Additional information about this, Roxy Music vinyl art.
Roxy Music – The Artist
Roxy Music were an English rock band formed in 1970 by Bryan Ferry, who became the band’s lead vocalist and chief songwriter, and bassist Graham Simpson. Alongside Ferry, the other longtime members were Phil Manzanera (guitar), Andy Mackay (saxophone and oboe) and Paul Thompson (drums and percussion), and other former members include Brian Eno (synthesiser and “treatments”), Eddie Jobson (synthesiser and violin), and John Gustafson (bass). Although the band took a break from group activities in 1976 and again in 1983, they reunited for a concert tour in 2001, and toured together intermittently between that time and their break-up in 2011. Ferry frequently enlisted members of Roxy Music as session musicians for his solo releases.
Avalon – The Song
‘Avalon’ is a 1982 song by the English rock band Roxy Music and written by Bryan Ferry. It was released as the second single from their album Avalon. Avalon is the eighth and final studio album by English rock band Roxy Music. Released in May 1982, it was recorded in 1981–82 at Compass Point Studios in Nassau, Bahamas, and is generally regarded as the culmination of the smoother, more adult-oriented sound of the band’s later work. Avalon (Avallon or Avilion), is a legendary, enchanted island featured in the Arthurian legend.

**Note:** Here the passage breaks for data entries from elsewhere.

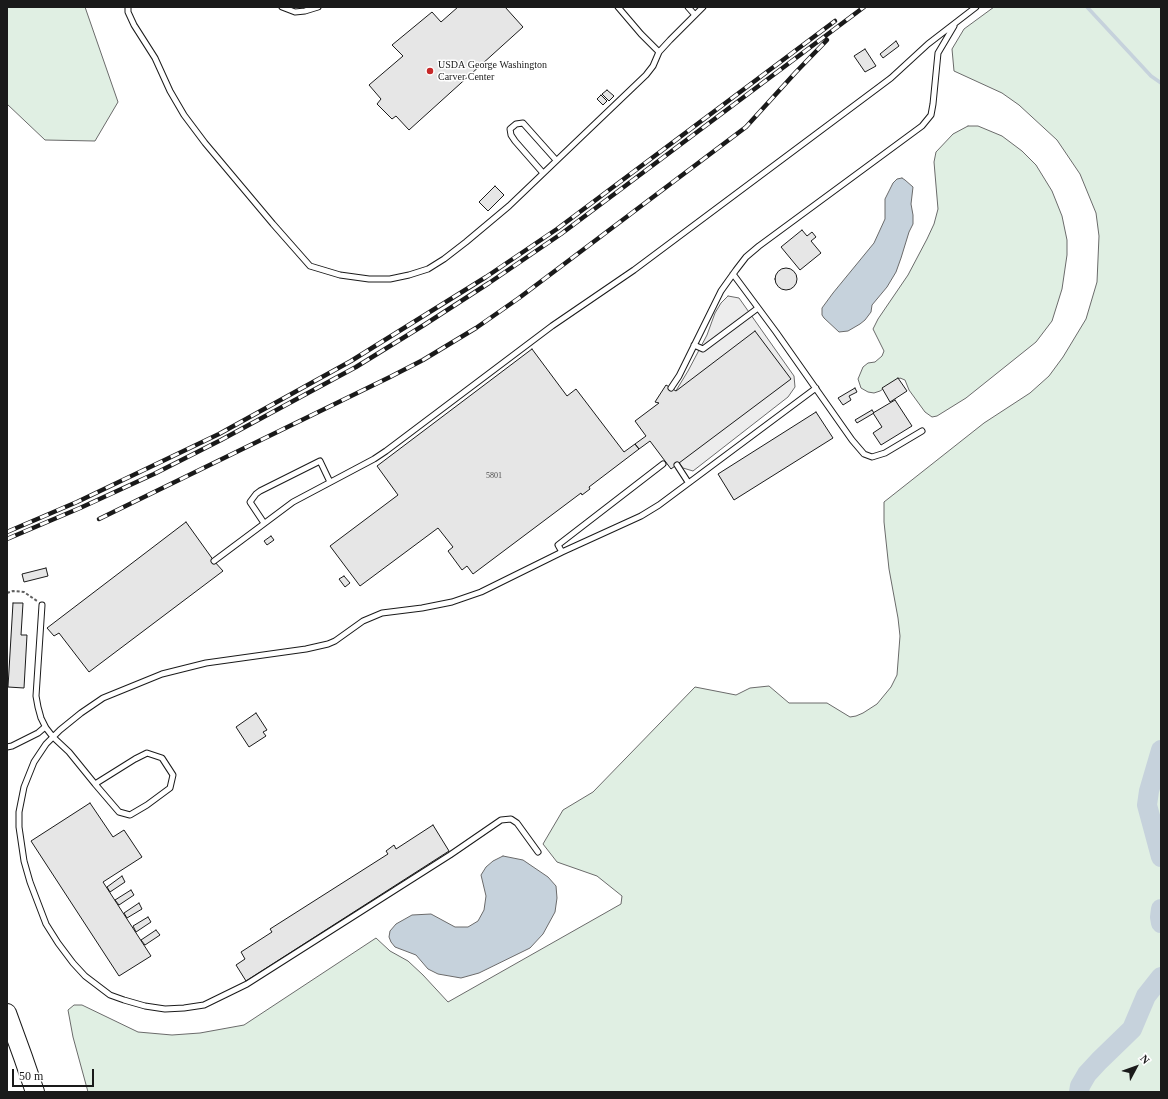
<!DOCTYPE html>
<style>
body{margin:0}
#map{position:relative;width:1168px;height:1099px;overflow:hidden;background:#fff;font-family:"Times New Roman",serif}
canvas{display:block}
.frame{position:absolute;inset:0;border:8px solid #1a1a1a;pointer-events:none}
.north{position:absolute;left:1116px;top:1047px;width:40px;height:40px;-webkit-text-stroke:3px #fff;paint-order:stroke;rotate:49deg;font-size:11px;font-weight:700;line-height:16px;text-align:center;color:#1a1a1a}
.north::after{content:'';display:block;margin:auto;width:14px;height:18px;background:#1a1a1a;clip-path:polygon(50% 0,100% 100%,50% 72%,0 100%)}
.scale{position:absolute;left:12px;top:1069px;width:82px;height:18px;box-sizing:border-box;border:2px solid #1a1a1a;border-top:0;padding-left:5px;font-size:12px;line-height:14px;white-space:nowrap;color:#1a1a1a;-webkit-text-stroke:3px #fff;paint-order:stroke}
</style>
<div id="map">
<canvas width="1168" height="1099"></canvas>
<div class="frame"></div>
<div class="north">N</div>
<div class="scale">50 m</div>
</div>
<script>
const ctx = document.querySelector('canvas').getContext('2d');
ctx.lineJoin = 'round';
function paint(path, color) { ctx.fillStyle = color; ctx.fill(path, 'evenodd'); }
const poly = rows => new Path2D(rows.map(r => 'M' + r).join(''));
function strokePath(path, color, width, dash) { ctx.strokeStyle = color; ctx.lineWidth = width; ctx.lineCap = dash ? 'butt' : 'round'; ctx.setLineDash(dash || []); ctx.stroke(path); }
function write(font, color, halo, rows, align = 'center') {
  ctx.font = font + ' "Times New Roman",serif'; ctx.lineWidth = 3; ctx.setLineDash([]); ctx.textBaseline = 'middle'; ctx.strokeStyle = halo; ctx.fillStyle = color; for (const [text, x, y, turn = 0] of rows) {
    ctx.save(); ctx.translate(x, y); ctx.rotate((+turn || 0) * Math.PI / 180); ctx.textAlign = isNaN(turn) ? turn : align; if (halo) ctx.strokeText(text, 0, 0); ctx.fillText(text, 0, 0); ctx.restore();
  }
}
const green = poly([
 [7,7,85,7,118,102,95,141,45,140,7,104,7,7],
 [994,7,1161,7,1161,1092,88,1092,73,1037,68,1010,74,1005,82,1005,138,1032,172,1035,200,1033,244,1025,376,938,390,951,408,961,423,975,448,1002,621,904,622,896,597,876,557,862,543,844,563,810,593,792,695,687,736,695,750,688,769,686,789,703,827,703,850,717,856,716,863,713,877,704,891,687,897,675,900,636,898,618,889,569,884,522,884,502,984,423,1030,393,1049,376,1063,357,1086,319,1097,282,1099,236,1096,213,1080,174,1057,140,1019,105,1002,93,954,71,952,49,964,29,994,7],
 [968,126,978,126,1002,136,1022,151,1036,165,1052,191,1062,216,1067,240,1067,255,1062,289,1052,321,1036,342,966,398,937,416,932,417,925,412,909,390,905,380,900,378,880,391,874,393,868,392,861,388,858,379,863,367,868,363,875,362,882,356,884,351,873,329,878,319,908,275,927,239,934,224,938,209,934,162,936,152,953,134,968,126]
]);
paint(green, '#e0efe3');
strokePath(green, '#6a6a6a', 1);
const parking = poly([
 [728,296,739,298,794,376,795,387,788,397,693,471,683,468,649,420,664,406,677,389,688,371,707,335,715,313,721,303,728,296]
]);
paint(parking, '#ededed');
strokePath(parking, '#6a6a6a', 1);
const water = poly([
 [902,178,905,180,913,187,911,204,913,215,913,224,909,232,901,258,896,272,887,287,872,305,871,312,865,320,860,324,848,331,839,332,824,318,822,315,822,308,833,293,874,243,885,219,885,199,893,183,897,179,902,178],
 [503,856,523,860,548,877,556,886,557,898,555,912,543,934,530,948,479,973,461,978,438,974,428,969,416,955,395,947,391,942,389,937,390,931,396,924,412,915,431,914,455,927,468,927,478,921,484,910,486,896,481,875,486,867,493,861,503,856]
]);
paint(water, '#c6d2dc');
strokePath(water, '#6a6a6a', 1);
strokePath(poly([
 [1087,7,1151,76,1161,83]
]), '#c6d2dc', 3.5);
strokePath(poly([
 [1161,750,1149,791,1147,805,1161,857],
 [1161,909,1160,917,1161,923],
 [1079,1092,1080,1086,1087,1074,1099,1061,1132,1029,1146,996,1161,977]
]), '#c6d2dc', 20);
const building = poly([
 [458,7,505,7,523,27,409,130,396,116,392,119,377,104,381,99,369,85,403,56,392,45,432,12,441,22,458,7],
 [896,41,899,46,883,58,880,54,896,41],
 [865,49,876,66,865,72,854,56,865,49],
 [607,90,614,96,609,101,602,94,607,90],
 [601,95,607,101,603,105,597,99,601,95],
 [495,186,504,195,488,211,479,202,495,186],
 [802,230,807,236,812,232,816,237,811,241,821,253,800,270,781,247,802,230],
 '775 279a11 11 0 1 1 22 0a11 11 0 1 1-22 0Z',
 [755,331,791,379,671,469,650,441,639,449,635,444,646,436,635,421,659,403,655,402,666,385,676,391,755,331],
 [532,349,567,396,576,389,624,452,635,444,639,449,589,487,590,489,582,495,581,493,473,574,467,566,462,570,448,551,453,547,438,528,360,586,330,546,398,495,377,466,532,349],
 [898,378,907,391,890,402,882,388,898,378],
 [855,388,857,392,849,396,851,400,843,405,838,398,855,388],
 [895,400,912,426,881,445,873,433,882,427,873,413,895,400],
 [872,410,874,413,857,423,855,420,872,410],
 [816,412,833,438,734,500,718,474,816,412],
 [186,522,214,561,223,571,89,672,59,633,54,636,47,628,186,522],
 [271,536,274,540,267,545,264,541,271,536],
 [46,568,48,576,24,582,22,574,46,568],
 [344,576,350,583,345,587,339,579,344,576],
 [13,603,23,603,21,635,27,635,24,688,8,687,13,603],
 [256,713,267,730,263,732,266,736,249,747,236,727,256,713],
 [90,803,113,837,124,830,142,857,103,882,151,956,119,976,31,841,90,803],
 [433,825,449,851,246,981,236,965,245,959,241,952,272,932,270,929,388,854,386,851,394,845,396,849,433,825],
 [122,876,125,882,110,892,107,887,122,876],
 [131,890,134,895,119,905,115,900,131,890],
 [139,903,142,909,127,918,124,913,139,903],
 [148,917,151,922,136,932,133,926,148,917],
 [156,930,160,935,145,945,141,940,156,930]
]);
paint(building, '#e6e6e6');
strokePath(building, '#1a1a1a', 1);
const service = poly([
 [128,7,128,12,134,25,155,58,170,91,184,115,205,143,273,224,310,266,340,275,369,279,390,279,409,275,428,269,444,259,466,242,509,206,646,75,653,66,659,52,670,40,703,7],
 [282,7,295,12,305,11,318,7],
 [618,7,641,34,659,52],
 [688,7,695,15],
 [543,173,515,141,511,135,510,129,516,124,523,123,556,160],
 [733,274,776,332,852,440,864,454,872,457,885,453,922,431],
 [694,345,703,349,758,308],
 [671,388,679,376,721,291,736,270,746,257,759,246,922,126,931,115,933,104,938,53,954,26],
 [677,465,688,482],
 [264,523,250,502,256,494,260,491,320,461,330,482],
 [562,552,558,545,663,464],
 [214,561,293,502,374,459,386,451,552,326,634,270,879,87,891,78,928,44,976,7],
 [42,605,36,696,38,707,41,718,46,728,53,737,69,752,95,784,119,812,130,815,147,805,170,788,173,775,162,758,147,753,135,759,95,784],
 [7,747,12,746,38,733,45,727],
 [538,852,517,823,511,819,501,820,450,855,247,984,204,1005,184,1008,165,1009,145,1006,124,1000,110,995,85,976,73,963,58,943,46,924,30,882,24,861,19,827,19,812,24,787,34,762,46,744,60,730,81,713,103,698,162,674,206,663,306,649,328,644,335,641,363,621,382,613,422,608,452,602,481,592,562,552,641,516,659,505,816,388]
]);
const motorway = poly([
 [7,1013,23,1057,35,1092]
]);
strokePath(service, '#1a1a1a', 7);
strokePath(motorway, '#1a1a1a', 20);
strokePath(poly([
 [7,593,13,591,24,592,37,601]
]), '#5f5f5f', 2, [3, 2]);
strokePath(service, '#fff', 5);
strokePath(motorway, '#fff', 18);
const rail = poly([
 [99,519,390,377,423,360,476,328,519,298,746,127,796,72,827,40],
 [7,532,77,502,219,434,351,361,486,277,557,229,835,21],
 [7,539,80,508,154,474,221,440,356,367,424,325,489,283,561,234,864,7]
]);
strokePath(rail, '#1a1a1a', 4.5);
strokePath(rail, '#fff', 3, [9]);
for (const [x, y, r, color] of [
 [430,71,4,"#c62828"]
]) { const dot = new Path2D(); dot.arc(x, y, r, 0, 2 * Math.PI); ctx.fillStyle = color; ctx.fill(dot); strokePath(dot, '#fff', 1.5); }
write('8px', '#4d4d4d', null, [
 ["5801",494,476]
]);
write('10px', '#1a1a1a', '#fff', [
 ["USDA George Washington",438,65],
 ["Carver Center",438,77]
], 'left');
</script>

It is the place where King Arthur’s sword Excalibur was forged and later where Arthur was taken to recover from his wounds after the Battle of Camlann. It is also the place where the Queen laid him to rest after he dies. Avalon is traditionally identified as the former island of Glastonbury Tor.
Dancers – The Shape
This record has been modelled into a man and woman dancing as seen on the official video that accompanied the records release and on the records picture sleeve. Dance is a performing art form consisting of purposefully selected sequences of human movement. This movement has aesthetic and symbolic value, and is acknowledged as dance by performers and observers within a particular culture. Dance can be categorised and described by its choreography, by its repertoire of movements, or by its historical period or place of origin.